Task goal:
Copy the data exactly.

Supplied entries:

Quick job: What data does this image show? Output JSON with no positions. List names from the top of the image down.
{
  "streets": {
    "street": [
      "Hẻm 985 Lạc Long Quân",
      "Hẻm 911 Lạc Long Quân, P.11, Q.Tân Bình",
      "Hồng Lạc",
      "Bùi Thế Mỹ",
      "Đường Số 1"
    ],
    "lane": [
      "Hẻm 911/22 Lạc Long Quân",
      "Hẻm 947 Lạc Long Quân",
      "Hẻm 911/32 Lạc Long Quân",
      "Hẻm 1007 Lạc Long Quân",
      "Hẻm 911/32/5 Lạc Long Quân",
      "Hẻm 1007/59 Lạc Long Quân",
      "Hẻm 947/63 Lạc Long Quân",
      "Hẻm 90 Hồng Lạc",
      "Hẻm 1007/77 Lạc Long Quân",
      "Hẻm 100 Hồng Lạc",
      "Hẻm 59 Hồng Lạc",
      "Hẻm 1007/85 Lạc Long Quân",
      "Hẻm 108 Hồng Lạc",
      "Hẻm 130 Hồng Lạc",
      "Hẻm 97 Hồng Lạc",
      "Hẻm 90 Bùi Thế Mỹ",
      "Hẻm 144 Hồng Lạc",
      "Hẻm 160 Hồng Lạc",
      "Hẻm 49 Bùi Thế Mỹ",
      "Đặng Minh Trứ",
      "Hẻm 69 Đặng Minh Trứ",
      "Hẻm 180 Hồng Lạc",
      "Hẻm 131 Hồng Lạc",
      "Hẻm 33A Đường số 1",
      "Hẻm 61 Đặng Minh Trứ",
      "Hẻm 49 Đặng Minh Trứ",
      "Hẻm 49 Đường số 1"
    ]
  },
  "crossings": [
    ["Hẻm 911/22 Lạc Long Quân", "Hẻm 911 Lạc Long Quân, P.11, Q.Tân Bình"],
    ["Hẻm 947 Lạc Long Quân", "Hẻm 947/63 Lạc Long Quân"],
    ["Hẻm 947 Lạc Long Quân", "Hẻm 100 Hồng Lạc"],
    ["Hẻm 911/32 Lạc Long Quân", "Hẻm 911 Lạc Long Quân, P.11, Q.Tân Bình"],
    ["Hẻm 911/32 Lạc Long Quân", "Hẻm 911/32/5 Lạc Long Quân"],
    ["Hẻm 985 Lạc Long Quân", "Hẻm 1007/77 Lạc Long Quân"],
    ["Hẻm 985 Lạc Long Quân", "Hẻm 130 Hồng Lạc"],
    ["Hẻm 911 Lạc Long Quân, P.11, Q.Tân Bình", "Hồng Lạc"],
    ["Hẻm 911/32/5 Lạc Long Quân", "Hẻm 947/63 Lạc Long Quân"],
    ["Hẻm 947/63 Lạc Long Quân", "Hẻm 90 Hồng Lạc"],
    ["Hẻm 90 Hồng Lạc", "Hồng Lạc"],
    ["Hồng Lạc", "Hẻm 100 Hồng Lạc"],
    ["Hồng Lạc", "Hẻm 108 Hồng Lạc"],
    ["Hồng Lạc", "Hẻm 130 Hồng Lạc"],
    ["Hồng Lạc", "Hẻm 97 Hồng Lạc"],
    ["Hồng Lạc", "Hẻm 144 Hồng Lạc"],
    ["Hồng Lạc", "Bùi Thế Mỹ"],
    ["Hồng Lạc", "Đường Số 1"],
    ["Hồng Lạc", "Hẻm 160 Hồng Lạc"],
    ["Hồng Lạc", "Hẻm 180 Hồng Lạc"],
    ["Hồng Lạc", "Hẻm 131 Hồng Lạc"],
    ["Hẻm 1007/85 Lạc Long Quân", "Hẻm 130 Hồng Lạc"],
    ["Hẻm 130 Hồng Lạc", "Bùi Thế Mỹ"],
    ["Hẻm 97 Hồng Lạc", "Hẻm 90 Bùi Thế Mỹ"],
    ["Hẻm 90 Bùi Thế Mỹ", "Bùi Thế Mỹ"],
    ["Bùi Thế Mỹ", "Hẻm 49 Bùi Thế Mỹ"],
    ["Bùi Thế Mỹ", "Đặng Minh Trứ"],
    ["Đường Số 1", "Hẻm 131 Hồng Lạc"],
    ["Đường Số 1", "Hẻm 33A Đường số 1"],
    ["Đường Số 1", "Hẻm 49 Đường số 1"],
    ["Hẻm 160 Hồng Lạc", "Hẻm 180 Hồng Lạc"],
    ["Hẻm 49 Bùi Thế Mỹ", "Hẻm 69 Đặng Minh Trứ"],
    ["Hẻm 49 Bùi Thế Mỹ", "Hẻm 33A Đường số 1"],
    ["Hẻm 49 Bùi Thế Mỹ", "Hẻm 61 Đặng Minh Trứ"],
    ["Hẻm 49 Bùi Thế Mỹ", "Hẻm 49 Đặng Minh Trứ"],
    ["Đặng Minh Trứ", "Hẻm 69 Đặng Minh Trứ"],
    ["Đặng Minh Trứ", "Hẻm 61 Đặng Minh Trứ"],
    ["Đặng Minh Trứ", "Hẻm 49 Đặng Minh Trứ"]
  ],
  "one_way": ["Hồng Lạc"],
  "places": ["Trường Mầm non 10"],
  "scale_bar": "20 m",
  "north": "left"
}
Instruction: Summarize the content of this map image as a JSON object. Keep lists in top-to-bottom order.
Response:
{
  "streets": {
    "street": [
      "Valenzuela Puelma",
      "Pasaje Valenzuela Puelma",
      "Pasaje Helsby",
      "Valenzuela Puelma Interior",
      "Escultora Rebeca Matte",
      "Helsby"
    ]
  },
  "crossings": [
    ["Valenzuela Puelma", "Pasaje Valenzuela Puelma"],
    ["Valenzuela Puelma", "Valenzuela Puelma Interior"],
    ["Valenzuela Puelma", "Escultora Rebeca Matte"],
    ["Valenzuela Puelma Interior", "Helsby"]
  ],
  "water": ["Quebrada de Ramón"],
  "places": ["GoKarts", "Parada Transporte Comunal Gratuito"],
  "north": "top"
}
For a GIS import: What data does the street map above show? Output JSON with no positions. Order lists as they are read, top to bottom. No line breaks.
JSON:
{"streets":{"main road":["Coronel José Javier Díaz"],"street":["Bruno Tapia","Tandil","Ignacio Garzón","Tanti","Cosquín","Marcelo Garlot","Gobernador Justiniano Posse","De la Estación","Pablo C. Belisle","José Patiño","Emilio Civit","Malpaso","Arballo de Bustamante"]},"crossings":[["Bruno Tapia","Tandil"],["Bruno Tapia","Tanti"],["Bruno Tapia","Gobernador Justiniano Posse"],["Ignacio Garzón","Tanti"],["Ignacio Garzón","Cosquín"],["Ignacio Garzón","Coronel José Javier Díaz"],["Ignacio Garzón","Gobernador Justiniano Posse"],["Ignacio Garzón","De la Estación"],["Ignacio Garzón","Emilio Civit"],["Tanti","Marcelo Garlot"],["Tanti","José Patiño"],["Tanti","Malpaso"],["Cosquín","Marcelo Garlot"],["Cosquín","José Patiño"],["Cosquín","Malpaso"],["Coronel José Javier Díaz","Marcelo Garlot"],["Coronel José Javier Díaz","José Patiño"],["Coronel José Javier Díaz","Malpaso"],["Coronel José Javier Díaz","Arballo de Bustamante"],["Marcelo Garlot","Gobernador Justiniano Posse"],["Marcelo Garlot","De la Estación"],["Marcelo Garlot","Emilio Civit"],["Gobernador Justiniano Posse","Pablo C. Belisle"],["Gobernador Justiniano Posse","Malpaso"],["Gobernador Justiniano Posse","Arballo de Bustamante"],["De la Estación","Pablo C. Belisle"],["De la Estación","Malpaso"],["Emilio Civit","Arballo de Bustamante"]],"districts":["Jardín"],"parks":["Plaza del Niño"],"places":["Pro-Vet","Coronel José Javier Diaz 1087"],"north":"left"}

Response area:
Quick job: What data does this image show? Output JSON with no positions. List names from the top of the image down.
{
  "streets": {
    "street": [
      "Hẻm 985 Lạc Long Quân",
      "Hẻm 911 Lạc Long Quân, P.11, Q.Tân Bình",
      "Hồng Lạc",
      "Bùi Thế Mỹ",
      "Đường Số 1"
    ],
    "lane": [
      "Hẻm 911/22 Lạc Long Quân",
      "Hẻm 947 Lạc Long Quân",
      "Hẻm 911/32 Lạc Long Quân",
      "Hẻm 1007 Lạc Long Quân",
      "Hẻm 911/32/5 Lạc Long Quân",
      "Hẻm 1007/59 Lạc Long Quân",
      "Hẻm 947/63 Lạc Long Quân",
      "Hẻm 90 Hồng Lạc",
      "Hẻm 1007/77 Lạc Long Quân",
      "Hẻm 100 Hồng Lạc",
      "Hẻm 59 Hồng Lạc",
      "Hẻm 1007/85 Lạc Long Quân",
      "Hẻm 108 Hồng Lạc",
      "Hẻm 130 Hồng Lạc",
      "Hẻm 97 Hồng Lạc",
      "Hẻm 90 Bùi Thế Mỹ",
      "Hẻm 144 Hồng Lạc",
      "Hẻm 160 Hồng Lạc",
      "Hẻm 49 Bùi Thế Mỹ",
      "Đặng Minh Trứ",
      "Hẻm 69 Đặng Minh Trứ",
      "Hẻm 180 Hồng Lạc",
      "Hẻm 131 Hồng Lạc",
      "Hẻm 33A Đường số 1",
      "Hẻm 61 Đặng Minh Trứ",
      "Hẻm 49 Đặng Minh Trứ",
      "Hẻm 49 Đường số 1"
    ]
  },
  "crossings": [
    ["Hẻm 911/22 Lạc Long Quân", "Hẻm 911 Lạc Long Quân, P.11, Q.Tân Bình"],
    ["Hẻm 947 Lạc Long Quân", "Hẻm 947/63 Lạc Long Quân"],
    ["Hẻm 947 Lạc Long Quân", "Hẻm 100 Hồng Lạc"],
    ["Hẻm 911/32 Lạc Long Quân", "Hẻm 911 Lạc Long Quân, P.11, Q.Tân Bình"],
    ["Hẻm 911/32 Lạc Long Quân", "Hẻm 911/32/5 Lạc Long Quân"],
    ["Hẻm 985 Lạc Long Quân", "Hẻm 1007/77 Lạc Long Quân"],
    ["Hẻm 985 Lạc Long Quân", "Hẻm 130 Hồng Lạc"],
    ["Hẻm 911 Lạc Long Quân, P.11, Q.Tân Bình", "Hồng Lạc"],
    ["Hẻm 911/32/5 Lạc Long Quân", "Hẻm 947/63 Lạc Long Quân"],
    ["Hẻm 947/63 Lạc Long Quân", "Hẻm 90 Hồng Lạc"],
    ["Hẻm 90 Hồng Lạc", "Hồng Lạc"],
    ["Hồng Lạc", "Hẻm 100 Hồng Lạc"],
    ["Hồng Lạc", "Hẻm 108 Hồng Lạc"],
    ["Hồng Lạc", "Hẻm 130 Hồng Lạc"],
    ["Hồng Lạc", "Hẻm 97 Hồng Lạc"],
    ["Hồng Lạc", "Hẻm 144 Hồng Lạc"],
    ["Hồng Lạc", "Bùi Thế Mỹ"],
    ["Hồng Lạc", "Đường Số 1"],
    ["Hồng Lạc", "Hẻm 160 Hồng Lạc"],
    ["Hồng Lạc", "Hẻm 180 Hồng Lạc"],
    ["Hồng Lạc", "Hẻm 131 Hồng Lạc"],
    ["Hẻm 1007/85 Lạc Long Quân", "Hẻm 130 Hồng Lạc"],
    ["Hẻm 130 Hồng Lạc", "Bùi Thế Mỹ"],
    ["Hẻm 97 Hồng Lạc", "Hẻm 90 Bùi Thế Mỹ"],
    ["Hẻm 90 Bùi Thế Mỹ", "Bùi Thế Mỹ"],
    ["Bùi Thế Mỹ", "Hẻm 49 Bùi Thế Mỹ"],
    ["Bùi Thế Mỹ", "Đặng Minh Trứ"],
    ["Đường Số 1", "Hẻm 131 Hồng Lạc"],
    ["Đường Số 1", "Hẻm 33A Đường số 1"],
    ["Đường Số 1", "Hẻm 49 Đường số 1"],
    ["Hẻm 160 Hồng Lạc", "Hẻm 180 Hồng Lạc"],
    ["Hẻm 49 Bùi Thế Mỹ", "Hẻm 69 Đặng Minh Trứ"],
    ["Hẻm 49 Bùi Thế Mỹ", "Hẻm 33A Đường số 1"],
    ["Hẻm 49 Bùi Thế Mỹ", "Hẻm 61 Đặng Minh Trứ"],
    ["Hẻm 49 Bùi Thế Mỹ", "Hẻm 49 Đặng Minh Trứ"],
    ["Đặng Minh Trứ", "Hẻm 69 Đặng Minh Trứ"],
    ["Đặng Minh Trứ", "Hẻm 61 Đặng Minh Trứ"],
    ["Đặng Minh Trứ", "Hẻm 49 Đặng Minh Trứ"]
  ],
  "one_way": ["Hồng Lạc"],
  "places": ["Trường Mầm non 10"],
  "scale_bar": "20 m",
  "north": "left"
}
Instruction: Summarize the content of this map image as a JSON object. Keep lists in top-to-bottom order.
Response:
{
  "streets": {
    "street": [
      "Valenzuela Puelma",
      "Pasaje Valenzuela Puelma",
      "Pasaje Helsby",
      "Valenzuela Puelma Interior",
      "Escultora Rebeca Matte",
      "Helsby"
    ]
  },
  "crossings": [
    ["Valenzuela Puelma", "Pasaje Valenzuela Puelma"],
    ["Valenzuela Puelma", "Valenzuela Puelma Interior"],
    ["Valenzuela Puelma", "Escultora Rebeca Matte"],
    ["Valenzuela Puelma Interior", "Helsby"]
  ],
  "water": ["Quebrada de Ramón"],
  "places": ["GoKarts", "Parada Transporte Comunal Gratuito"],
  "north": "top"
}
For a GIS import: What data does the street map above show? Output JSON with no positions. Order lists as they are read, top to bottom. No line breaks.
JSON:
{"streets":{"main road":["Coronel José Javier Díaz"],"street":["Bruno Tapia","Tandil","Ignacio Garzón","Tanti","Cosquín","Marcelo Garlot","Gobernador Justiniano Posse","De la Estación","Pablo C. Belisle","José Patiño","Emilio Civit","Malpaso","Arballo de Bustamante"]},"crossings":[["Bruno Tapia","Tandil"],["Bruno Tapia","Tanti"],["Bruno Tapia","Gobernador Justiniano Posse"],["Ignacio Garzón","Tanti"],["Ignacio Garzón","Cosquín"],["Ignacio Garzón","Coronel José Javier Díaz"],["Ignacio Garzón","Gobernador Justiniano Posse"],["Ignacio Garzón","De la Estación"],["Ignacio Garzón","Emilio Civit"],["Tanti","Marcelo Garlot"],["Tanti","José Patiño"],["Tanti","Malpaso"],["Cosquín","Marcelo Garlot"],["Cosquín","José Patiño"],["Cosquín","Malpaso"],["Coronel José Javier Díaz","Marcelo Garlot"],["Coronel José Javier Díaz","José Patiño"],["Coronel José Javier Díaz","Malpaso"],["Coronel José Javier Díaz","Arballo de Bustamante"],["Marcelo Garlot","Gobernador Justiniano Posse"],["Marcelo Garlot","De la Estación"],["Marcelo Garlot","Emilio Civit"],["Gobernador Justiniano Posse","Pablo C. Belisle"],["Gobernador Justiniano Posse","Malpaso"],["Gobernador Justiniano Posse","Arballo de Bustamante"],["De la Estación","Pablo C. Belisle"],["De la Estación","Malpaso"],["Emilio Civit","Arballo de Bustamante"]],"districts":["Jardín"],"parks":["Plaza del Niño"],"places":["Pro-Vet","Coronel José Javier Diaz 1087"],"north":"left"}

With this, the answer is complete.